1902 - Angelo Maria Giuseppe Balbo nasce a Bordighera il 1° Agosto.
Bambino, durante una visita al Duomo di Bussana, vede il Gaidano al lavoro: è viene iniziato "al mondo magico della pittura". A 14 anni, mentre frequenta il liceo classico "Cassini", incontra a Sanremo i fratelli pasquali, scultori, che lo avviano al modellato; questo incontro rende cosciente Balbo della propria vocazione artistica.
Fù allievo di Giuseppe Ferdinando Piana
Negli anni giovanili della sua formazione, conosce l'opera di tutti i pittori attivi a Bordighera nel primo dopoguerra: G. F. Piana, P. Mariani, F, Von Kleudgen, gli acquarellisti Alavena, Beppe Porcheddu, W. Quidort, V. Cavalleri, C. Follini, Andrea Marchisio, Mario Cavalla, F. Barry e il danese A. Dick.

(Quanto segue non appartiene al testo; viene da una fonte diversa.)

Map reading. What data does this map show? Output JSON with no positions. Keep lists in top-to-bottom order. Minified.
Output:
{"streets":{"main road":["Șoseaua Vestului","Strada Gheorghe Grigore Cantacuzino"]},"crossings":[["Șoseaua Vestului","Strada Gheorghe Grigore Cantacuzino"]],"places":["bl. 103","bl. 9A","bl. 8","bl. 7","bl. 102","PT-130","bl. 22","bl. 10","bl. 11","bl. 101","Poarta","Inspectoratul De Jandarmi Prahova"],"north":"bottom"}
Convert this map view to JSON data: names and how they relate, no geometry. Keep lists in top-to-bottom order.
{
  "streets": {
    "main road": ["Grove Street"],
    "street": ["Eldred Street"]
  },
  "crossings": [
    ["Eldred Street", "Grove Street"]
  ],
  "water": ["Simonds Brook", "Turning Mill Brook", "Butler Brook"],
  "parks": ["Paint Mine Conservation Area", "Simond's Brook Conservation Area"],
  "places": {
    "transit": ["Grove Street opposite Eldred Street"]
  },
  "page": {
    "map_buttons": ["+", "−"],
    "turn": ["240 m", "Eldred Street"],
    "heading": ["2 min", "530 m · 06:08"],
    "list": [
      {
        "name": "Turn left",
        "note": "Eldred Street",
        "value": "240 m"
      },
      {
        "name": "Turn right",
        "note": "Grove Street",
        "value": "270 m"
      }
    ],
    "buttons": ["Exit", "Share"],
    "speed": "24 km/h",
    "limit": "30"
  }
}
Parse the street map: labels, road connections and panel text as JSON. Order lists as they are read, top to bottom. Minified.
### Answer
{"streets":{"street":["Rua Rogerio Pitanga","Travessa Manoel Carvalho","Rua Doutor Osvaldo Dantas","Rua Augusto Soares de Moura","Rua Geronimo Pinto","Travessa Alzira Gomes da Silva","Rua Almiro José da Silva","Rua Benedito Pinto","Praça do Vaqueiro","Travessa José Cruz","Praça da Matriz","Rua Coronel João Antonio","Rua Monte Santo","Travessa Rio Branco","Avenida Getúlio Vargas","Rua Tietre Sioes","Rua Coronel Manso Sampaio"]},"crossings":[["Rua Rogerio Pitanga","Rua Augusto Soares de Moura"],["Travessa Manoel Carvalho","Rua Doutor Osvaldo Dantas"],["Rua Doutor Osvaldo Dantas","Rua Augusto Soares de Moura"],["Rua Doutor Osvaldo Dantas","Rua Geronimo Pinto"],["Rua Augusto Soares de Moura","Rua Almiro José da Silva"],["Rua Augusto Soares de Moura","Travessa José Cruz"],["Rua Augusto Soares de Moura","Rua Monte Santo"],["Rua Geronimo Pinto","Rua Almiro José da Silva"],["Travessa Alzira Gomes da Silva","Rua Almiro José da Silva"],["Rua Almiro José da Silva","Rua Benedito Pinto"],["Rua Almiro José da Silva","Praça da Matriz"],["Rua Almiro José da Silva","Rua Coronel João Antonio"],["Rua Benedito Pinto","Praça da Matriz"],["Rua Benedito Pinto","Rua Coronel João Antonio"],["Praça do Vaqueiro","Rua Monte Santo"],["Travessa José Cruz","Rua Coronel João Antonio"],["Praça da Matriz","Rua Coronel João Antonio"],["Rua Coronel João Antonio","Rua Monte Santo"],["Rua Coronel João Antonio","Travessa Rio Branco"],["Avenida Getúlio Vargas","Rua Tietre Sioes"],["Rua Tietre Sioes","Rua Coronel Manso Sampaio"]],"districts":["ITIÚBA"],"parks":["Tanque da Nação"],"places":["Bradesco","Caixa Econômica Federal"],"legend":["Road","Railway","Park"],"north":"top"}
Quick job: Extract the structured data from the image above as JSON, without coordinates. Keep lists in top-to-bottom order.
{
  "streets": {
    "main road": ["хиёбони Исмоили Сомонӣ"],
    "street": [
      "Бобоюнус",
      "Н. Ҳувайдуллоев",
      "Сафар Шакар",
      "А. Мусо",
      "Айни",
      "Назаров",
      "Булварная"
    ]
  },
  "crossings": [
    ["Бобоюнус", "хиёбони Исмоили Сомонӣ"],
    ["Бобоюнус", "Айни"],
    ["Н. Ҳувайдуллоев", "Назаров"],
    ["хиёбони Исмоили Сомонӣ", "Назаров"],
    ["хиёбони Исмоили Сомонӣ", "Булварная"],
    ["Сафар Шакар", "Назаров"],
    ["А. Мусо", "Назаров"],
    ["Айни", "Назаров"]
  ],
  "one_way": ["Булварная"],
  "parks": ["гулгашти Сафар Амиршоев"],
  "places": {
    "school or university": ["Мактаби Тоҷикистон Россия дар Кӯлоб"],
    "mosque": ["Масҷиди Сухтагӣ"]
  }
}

" È guardando agli innumerevoli aspetti della natura e della vita, come ai più diversi momenti della vicenda umana, che Balbo ha creato una inesauribile e ricchissima antologia, mosso da una mai quieta curiosità esplorativa e, più nel profondo, da una assoluta necessità di intendere le cose e la realtà intorno a se attraverso la pittura stessa. Per tutta la vita egli ha visto, ha osservato, ha raccontato o ha illustrato e, soprattutto, tutto ciò ha dipinto, respingendo suggestioni e modi che non lo riguardavano, lavorando con assiduità e convinzione. Balbo ha saputo dare l’esempio di un impegno dignitoso e severo ed ha fornito insieme una lezione della più alta fedeltà ".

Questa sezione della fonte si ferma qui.